I pegged the metal at $600 an ounce, far lower than the current price, because I feel that gold cannot remain an outlier while the price of most other commodities is falling.
A colleague decided to base one of our poll questions on this forecast and that increased the rate of response to me.
Naturally, most readers have disagreed with me. A few concurred with the idea of an annual price decline, but thought I had been too aggressive in choosing $600.
We have more than 10 months to go before we can assess the accuracy of the forecast. I am sticking to my guns.
I am not oblivious to the fact that gold is knocking on the door of $1,000. There are a lot of panicked buyers out there. If I owned Russian rubles, Polish zlotych, Argentine pesos or any number of other currencies, I would consider gold a welcome harbor in the economic storm.
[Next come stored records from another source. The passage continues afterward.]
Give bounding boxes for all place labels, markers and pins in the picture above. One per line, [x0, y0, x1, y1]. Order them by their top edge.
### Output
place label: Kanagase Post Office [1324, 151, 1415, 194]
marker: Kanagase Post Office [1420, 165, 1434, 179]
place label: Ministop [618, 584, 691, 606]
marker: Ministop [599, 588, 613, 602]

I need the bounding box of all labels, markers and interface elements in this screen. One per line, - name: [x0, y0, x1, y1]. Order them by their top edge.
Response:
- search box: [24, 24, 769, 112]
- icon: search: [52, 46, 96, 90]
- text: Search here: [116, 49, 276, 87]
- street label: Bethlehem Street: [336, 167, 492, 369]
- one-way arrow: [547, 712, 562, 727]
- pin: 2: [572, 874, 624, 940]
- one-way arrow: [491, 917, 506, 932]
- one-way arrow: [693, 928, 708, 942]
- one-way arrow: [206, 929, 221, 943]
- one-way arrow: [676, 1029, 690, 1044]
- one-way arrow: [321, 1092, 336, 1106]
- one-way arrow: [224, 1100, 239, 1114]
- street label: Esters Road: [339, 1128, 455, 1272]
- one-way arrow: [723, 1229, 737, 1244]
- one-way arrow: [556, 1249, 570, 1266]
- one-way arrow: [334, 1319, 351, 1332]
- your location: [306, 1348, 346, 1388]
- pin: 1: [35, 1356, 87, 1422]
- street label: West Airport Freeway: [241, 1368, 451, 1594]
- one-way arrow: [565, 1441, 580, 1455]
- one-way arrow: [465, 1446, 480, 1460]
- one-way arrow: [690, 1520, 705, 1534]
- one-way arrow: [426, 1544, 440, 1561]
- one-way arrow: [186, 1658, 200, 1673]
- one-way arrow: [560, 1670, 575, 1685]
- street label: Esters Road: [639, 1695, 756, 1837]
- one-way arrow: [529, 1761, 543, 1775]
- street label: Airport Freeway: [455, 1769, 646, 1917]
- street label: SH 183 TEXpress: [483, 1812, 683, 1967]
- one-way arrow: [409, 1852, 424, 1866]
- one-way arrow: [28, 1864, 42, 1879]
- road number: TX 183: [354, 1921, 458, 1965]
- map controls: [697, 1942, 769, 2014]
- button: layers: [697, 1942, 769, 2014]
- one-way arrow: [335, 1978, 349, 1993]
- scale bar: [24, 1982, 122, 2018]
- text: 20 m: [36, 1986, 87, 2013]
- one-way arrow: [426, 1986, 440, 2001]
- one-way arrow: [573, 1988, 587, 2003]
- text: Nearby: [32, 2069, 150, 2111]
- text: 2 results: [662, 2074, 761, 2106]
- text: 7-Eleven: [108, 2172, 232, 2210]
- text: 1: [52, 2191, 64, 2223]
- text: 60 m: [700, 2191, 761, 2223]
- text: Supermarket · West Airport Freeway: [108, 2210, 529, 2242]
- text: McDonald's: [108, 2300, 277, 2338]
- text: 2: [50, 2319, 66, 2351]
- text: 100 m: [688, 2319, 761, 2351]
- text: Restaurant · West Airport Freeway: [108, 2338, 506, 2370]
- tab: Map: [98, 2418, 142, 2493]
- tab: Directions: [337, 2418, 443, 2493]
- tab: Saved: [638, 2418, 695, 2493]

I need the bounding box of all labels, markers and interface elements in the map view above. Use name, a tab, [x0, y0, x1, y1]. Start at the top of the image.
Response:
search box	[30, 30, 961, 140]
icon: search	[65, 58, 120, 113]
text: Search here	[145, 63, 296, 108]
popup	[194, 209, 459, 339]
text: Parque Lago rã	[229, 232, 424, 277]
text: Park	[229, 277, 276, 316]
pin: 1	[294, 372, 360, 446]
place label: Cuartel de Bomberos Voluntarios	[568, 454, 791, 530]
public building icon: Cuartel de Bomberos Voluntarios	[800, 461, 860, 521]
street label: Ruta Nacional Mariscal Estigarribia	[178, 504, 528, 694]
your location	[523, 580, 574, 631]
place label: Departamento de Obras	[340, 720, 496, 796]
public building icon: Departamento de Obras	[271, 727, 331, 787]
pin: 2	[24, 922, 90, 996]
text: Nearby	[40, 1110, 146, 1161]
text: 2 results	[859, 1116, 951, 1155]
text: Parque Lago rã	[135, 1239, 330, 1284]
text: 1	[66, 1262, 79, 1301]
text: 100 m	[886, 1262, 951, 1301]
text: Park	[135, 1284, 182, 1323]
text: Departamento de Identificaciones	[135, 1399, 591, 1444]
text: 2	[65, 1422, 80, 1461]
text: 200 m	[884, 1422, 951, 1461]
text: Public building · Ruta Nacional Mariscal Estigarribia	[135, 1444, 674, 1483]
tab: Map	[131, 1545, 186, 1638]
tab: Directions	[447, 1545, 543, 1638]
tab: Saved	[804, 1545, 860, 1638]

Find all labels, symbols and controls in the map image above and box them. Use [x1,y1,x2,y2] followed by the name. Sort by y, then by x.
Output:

However, my point of reference is the U.S. dollar and it is this currency that I use as a yardstick.
Simply put, the present crisis is destroying more purchasing power around the world than the U.S. government is creating with its massive increase in government loans and money supply increases.
Also, when people get scared, one of the reflexes, especially if they don’t buy gold, is to hoard cash. This increases the demand for dollars and sops up much of the extra supply created by all of these bailouts.
That’s my logic. I could be wrong, but that is the fun of forecasts. They are mine, but that doesn’t mean I don’t enjoy seeing what others are thinking. Anybody who is aware of the financial crisis can’t help but have thoughts on this topic.